• [TO DO] Copy, from the data below, each line that has the word "text".

• [MATERIAL SHOWN]
------------

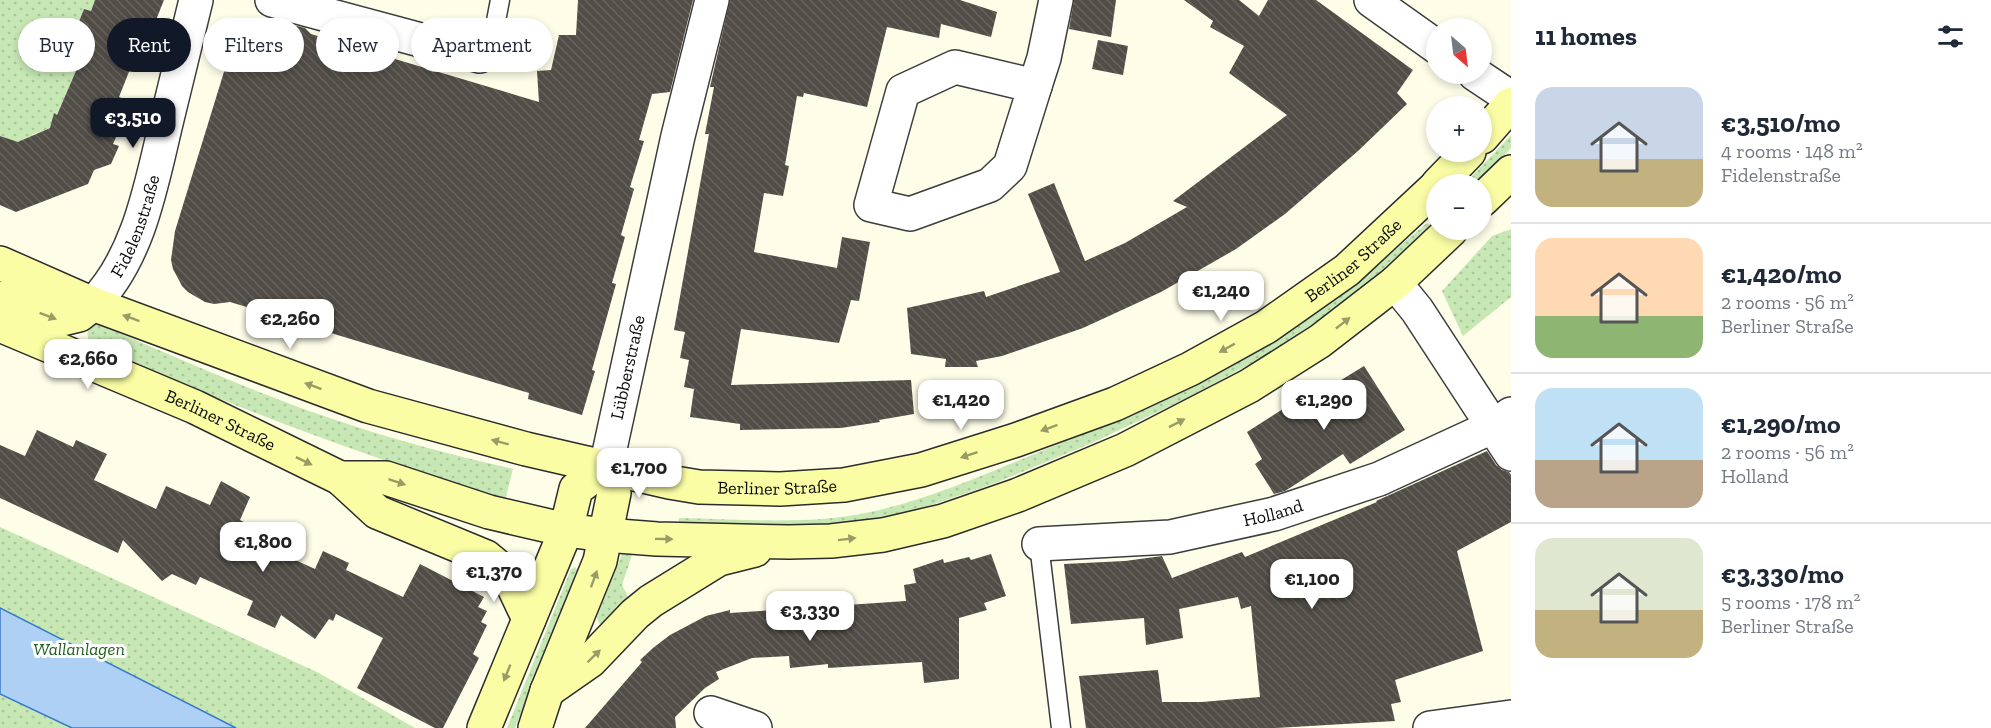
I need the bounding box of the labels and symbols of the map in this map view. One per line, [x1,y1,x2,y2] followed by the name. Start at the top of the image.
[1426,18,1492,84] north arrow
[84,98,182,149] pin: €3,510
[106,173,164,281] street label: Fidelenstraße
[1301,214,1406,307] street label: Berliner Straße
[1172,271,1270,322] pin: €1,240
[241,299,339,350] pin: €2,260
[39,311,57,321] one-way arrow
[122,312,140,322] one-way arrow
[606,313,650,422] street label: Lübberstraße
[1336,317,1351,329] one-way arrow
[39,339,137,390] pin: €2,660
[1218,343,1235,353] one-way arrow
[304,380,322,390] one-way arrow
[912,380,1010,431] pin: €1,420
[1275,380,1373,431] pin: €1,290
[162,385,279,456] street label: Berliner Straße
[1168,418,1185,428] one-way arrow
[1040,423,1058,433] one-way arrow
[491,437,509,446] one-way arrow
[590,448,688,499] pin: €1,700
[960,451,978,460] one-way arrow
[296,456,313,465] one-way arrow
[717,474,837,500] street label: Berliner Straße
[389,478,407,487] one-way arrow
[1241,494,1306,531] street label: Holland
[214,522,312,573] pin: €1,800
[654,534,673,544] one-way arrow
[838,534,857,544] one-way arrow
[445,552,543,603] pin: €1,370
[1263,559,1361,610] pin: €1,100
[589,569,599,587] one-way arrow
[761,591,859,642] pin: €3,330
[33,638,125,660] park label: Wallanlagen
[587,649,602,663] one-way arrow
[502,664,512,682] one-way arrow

------------

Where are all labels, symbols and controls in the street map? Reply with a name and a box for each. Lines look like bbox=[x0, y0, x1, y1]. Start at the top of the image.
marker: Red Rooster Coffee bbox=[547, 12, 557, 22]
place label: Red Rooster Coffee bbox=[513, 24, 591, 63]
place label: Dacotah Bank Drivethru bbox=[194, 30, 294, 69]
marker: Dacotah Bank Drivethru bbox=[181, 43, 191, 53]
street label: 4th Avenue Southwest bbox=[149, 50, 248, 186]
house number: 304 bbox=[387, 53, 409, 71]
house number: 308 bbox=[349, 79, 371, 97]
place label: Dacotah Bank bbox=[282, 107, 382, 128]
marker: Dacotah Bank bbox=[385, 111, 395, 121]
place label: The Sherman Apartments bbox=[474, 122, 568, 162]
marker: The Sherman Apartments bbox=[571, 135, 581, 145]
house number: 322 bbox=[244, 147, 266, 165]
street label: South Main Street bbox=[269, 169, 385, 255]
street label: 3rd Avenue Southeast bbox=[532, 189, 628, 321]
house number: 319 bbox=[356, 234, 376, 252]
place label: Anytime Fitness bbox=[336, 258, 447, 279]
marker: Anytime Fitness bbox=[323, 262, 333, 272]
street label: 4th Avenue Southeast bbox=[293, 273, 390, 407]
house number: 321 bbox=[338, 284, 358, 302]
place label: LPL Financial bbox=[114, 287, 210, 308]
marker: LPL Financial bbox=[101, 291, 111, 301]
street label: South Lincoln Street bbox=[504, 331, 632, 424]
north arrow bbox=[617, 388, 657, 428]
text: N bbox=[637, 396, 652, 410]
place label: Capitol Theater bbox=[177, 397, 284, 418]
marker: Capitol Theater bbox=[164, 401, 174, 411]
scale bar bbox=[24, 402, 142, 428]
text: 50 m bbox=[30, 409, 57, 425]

------------

• [SOLUTION FOR THIS TASK]
text: N bbox=[637, 396, 652, 410]
text: 50 m bbox=[30, 409, 57, 425]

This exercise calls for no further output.